Dataset entries

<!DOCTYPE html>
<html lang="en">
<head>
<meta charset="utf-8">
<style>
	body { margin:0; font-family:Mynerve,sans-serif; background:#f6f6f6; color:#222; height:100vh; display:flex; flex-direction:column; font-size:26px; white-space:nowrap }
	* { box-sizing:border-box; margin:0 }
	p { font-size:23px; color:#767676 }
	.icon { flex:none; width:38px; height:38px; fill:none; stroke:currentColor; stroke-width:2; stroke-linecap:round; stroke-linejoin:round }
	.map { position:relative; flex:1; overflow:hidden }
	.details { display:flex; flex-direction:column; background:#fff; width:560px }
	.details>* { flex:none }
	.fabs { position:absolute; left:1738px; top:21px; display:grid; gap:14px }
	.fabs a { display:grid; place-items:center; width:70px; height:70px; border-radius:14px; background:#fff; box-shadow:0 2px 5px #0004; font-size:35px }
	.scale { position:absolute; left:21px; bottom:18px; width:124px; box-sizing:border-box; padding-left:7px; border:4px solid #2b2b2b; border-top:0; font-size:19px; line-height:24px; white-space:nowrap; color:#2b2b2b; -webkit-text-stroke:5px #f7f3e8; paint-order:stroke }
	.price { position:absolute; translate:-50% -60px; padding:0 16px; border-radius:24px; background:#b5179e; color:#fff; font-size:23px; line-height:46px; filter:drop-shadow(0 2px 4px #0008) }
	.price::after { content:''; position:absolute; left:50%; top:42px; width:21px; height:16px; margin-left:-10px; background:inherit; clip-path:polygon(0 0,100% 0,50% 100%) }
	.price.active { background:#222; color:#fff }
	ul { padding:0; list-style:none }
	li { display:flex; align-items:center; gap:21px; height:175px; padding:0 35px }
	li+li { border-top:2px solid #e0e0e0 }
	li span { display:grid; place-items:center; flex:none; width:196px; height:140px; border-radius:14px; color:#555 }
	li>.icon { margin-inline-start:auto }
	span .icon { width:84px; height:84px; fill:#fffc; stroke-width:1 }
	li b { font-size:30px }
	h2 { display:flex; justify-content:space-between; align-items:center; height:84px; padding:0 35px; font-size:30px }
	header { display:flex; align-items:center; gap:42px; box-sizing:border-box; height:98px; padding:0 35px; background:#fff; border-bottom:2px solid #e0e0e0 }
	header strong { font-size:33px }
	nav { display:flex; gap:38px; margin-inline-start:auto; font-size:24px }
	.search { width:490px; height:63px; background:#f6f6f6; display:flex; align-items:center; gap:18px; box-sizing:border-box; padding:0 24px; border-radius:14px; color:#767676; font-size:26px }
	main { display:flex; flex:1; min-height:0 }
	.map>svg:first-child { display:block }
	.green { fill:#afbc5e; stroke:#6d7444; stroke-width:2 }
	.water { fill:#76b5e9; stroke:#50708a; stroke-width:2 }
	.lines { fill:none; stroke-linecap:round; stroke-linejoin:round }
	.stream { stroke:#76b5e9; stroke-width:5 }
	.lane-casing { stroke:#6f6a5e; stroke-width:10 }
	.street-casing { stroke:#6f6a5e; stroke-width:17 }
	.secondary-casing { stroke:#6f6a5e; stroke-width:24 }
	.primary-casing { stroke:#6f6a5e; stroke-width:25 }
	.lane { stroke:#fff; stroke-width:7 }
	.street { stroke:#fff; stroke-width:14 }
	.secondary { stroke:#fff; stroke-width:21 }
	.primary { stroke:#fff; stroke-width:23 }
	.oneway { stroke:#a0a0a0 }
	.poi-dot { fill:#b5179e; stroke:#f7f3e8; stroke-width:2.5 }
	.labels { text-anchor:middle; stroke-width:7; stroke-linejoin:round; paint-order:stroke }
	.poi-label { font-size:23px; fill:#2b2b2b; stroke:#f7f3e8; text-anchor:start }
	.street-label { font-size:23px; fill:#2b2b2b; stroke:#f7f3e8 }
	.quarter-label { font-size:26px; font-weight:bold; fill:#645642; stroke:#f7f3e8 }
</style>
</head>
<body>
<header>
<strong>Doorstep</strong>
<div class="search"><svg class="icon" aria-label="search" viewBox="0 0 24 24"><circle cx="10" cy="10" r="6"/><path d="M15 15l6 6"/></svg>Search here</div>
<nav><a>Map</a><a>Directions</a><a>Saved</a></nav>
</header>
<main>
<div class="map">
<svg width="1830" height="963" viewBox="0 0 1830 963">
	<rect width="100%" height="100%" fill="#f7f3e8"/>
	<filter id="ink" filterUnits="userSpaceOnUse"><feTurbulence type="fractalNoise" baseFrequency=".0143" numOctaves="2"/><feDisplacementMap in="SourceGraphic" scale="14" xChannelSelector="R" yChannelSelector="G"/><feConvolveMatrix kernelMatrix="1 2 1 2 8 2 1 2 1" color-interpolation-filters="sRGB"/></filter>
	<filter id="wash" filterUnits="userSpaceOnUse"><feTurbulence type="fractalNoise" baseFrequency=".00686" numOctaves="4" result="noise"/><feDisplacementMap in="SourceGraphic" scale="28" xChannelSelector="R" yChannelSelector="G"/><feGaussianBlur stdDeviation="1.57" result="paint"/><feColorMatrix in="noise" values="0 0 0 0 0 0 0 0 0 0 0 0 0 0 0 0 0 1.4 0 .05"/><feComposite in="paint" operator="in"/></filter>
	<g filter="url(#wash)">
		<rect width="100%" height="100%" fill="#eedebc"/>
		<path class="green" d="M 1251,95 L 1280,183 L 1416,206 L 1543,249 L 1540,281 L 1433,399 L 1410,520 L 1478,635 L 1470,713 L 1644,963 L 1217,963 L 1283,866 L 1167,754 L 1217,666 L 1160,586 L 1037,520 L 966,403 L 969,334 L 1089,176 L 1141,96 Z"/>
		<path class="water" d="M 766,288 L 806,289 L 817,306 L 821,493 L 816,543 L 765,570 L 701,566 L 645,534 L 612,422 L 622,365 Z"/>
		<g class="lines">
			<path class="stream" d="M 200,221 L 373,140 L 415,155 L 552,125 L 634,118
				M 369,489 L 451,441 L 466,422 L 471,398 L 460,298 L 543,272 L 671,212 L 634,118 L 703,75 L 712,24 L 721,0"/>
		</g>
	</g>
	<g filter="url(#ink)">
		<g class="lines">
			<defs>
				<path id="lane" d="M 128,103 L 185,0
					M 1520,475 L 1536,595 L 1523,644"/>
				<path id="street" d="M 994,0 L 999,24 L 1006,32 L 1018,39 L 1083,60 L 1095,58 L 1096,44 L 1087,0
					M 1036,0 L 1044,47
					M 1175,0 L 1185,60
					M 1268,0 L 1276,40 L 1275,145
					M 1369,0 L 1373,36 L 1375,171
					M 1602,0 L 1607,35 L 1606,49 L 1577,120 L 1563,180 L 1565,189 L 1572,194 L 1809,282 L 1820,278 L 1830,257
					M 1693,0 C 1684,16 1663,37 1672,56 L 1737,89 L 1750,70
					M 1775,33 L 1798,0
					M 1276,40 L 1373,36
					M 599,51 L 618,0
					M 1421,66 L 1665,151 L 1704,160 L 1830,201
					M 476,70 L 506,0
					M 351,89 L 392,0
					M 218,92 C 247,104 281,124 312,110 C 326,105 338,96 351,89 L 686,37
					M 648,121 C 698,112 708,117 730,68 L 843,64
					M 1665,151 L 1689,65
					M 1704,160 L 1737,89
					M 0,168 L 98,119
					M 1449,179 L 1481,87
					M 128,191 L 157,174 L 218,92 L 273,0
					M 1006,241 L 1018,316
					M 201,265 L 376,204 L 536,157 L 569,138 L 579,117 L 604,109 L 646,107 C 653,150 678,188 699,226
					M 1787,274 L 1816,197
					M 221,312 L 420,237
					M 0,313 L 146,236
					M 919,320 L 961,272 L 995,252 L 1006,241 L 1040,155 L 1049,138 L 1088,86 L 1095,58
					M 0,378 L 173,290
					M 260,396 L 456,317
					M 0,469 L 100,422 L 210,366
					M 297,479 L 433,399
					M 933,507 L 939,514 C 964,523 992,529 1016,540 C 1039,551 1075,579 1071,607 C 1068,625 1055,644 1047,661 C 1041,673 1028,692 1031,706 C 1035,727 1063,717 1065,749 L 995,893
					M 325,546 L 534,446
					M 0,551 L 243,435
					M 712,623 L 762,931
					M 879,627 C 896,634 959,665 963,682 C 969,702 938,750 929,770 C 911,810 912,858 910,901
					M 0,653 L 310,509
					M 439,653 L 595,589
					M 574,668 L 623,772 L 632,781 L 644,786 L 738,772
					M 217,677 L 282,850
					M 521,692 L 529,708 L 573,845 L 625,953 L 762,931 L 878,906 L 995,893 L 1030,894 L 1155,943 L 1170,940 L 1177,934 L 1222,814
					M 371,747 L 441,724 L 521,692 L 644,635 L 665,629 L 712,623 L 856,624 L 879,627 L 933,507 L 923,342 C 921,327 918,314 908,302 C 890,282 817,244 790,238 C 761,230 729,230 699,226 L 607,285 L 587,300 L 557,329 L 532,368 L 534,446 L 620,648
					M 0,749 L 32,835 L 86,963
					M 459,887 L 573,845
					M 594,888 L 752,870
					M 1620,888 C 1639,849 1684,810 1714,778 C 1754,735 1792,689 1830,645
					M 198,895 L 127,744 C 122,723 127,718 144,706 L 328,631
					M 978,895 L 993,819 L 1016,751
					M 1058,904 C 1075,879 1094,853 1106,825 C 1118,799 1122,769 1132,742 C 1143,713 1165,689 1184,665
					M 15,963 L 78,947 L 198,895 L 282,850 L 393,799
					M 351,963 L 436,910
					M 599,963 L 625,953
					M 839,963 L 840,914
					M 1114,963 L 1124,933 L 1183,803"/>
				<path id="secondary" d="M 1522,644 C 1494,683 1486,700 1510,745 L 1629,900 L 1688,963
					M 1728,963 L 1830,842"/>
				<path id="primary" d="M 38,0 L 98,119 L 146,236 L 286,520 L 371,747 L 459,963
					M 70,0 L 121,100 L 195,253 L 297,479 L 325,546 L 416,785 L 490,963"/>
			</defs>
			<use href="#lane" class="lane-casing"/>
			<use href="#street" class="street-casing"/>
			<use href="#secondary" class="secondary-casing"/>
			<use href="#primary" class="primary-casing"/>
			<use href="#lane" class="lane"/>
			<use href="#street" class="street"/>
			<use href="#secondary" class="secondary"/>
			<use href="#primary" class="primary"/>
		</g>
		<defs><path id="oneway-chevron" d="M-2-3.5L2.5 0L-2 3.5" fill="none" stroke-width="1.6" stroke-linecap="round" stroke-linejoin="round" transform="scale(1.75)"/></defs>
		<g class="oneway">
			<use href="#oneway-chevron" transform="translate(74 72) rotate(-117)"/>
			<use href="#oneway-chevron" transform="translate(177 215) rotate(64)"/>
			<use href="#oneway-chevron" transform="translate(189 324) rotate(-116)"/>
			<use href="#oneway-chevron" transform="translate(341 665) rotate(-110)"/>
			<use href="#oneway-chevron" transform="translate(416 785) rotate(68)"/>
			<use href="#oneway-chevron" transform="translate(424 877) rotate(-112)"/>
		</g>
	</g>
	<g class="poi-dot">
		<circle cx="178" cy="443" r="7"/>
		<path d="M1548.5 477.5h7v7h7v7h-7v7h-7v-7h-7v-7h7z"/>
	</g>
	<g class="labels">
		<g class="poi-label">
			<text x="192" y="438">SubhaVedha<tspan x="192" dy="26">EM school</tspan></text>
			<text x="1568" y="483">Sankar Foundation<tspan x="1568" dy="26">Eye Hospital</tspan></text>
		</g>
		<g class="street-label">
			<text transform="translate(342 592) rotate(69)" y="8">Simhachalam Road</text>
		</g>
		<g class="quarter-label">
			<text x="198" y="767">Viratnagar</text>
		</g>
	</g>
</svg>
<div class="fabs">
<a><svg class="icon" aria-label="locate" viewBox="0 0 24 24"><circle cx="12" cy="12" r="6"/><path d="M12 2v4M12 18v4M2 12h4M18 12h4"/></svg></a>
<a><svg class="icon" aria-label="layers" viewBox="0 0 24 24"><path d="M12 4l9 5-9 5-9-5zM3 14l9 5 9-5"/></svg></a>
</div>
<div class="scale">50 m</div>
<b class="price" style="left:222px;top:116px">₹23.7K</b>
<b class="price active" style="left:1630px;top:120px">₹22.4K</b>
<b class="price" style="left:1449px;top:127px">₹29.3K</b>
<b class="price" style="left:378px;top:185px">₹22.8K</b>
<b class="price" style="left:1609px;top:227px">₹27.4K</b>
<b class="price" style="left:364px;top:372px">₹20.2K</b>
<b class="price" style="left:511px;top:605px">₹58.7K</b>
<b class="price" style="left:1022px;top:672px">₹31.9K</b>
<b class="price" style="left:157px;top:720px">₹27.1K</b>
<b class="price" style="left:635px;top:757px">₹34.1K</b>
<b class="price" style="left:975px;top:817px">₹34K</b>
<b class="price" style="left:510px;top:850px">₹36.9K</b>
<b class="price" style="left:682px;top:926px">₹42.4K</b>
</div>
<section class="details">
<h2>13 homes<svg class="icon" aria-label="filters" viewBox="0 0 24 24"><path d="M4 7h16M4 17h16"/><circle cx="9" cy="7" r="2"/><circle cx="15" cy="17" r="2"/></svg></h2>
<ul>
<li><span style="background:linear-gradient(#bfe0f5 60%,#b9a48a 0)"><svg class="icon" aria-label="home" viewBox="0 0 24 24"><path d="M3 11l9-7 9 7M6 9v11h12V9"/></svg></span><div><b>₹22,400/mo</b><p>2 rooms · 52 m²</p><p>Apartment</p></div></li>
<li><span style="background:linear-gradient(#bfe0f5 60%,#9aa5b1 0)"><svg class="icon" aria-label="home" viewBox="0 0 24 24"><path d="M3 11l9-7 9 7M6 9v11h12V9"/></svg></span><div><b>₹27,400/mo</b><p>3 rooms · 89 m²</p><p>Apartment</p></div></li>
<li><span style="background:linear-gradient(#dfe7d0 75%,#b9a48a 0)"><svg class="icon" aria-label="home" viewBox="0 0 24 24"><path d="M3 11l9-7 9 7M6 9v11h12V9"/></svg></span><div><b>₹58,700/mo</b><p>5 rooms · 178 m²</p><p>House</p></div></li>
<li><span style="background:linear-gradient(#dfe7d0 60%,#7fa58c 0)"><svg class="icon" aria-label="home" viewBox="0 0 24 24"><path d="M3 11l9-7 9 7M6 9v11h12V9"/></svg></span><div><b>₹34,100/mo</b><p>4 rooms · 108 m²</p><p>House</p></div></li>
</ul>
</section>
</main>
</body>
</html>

Task objective
Please give back, exactly as it stands above, the stretch from the line with "M 933,507 L" through the line with "M 1114,963 L", and no line outside it.

Result for this task
					M 933,507 L 939,514 C 964,523 992,529 1016,540 C 1039,551 1075,579 1071,607 C 1068,625 1055,644 1047,661 C 1041,673 1028,692 1031,706 C 1035,727 1063,717 1065,749 L 995,893
					M 325,546 L 534,446
					M 0,551 L 243,435
					M 712,623 L 762,931
					M 879,627 C 896,634 959,665 963,682 C 969,702 938,750 929,770 C 911,810 912,858 910,901
					M 0,653 L 310,509
					M 439,653 L 595,589
					M 574,668 L 623,772 L 632,781 L 644,786 L 738,772
					M 217,677 L 282,850
					M 521,692 L 529,708 L 573,845 L 625,953 L 762,931 L 878,906 L 995,893 L 1030,894 L 1155,943 L 1170,940 L 1177,934 L 1222,814
					M 371,747 L 441,724 L 521,692 L 644,635 L 665,629 L 712,623 L 856,624 L 879,627 L 933,507 L 923,342 C 921,327 918,314 908,302 C 890,282 817,244 790,238 C 761,230 729,230 699,226 L 607,285 L 587,300 L 557,329 L 532,368 L 534,446 L 620,648
					M 0,749 L 32,835 L 86,963
					M 459,887 L 573,845
					M 594,888 L 752,870
					M 1620,888 C 1639,849 1684,810 1714,778 C 1754,735 1792,689 1830,645
					M 198,895 L 127,744 C 122,723 127,718 144,706 L 328,631
					M 978,895 L 993,819 L 1016,751
					M 1058,904 C 1075,879 1094,853 1106,825 C 1118,799 1122,769 1132,742 C 1143,713 1165,689 1184,665
					M 15,963 L 78,947 L 198,895 L 282,850 L 393,799
					M 351,963 L 436,910
					M 599,963 L 625,953
					M 839,963 L 840,914
					M 1114,963 L 1124,933 L 1183,803"/>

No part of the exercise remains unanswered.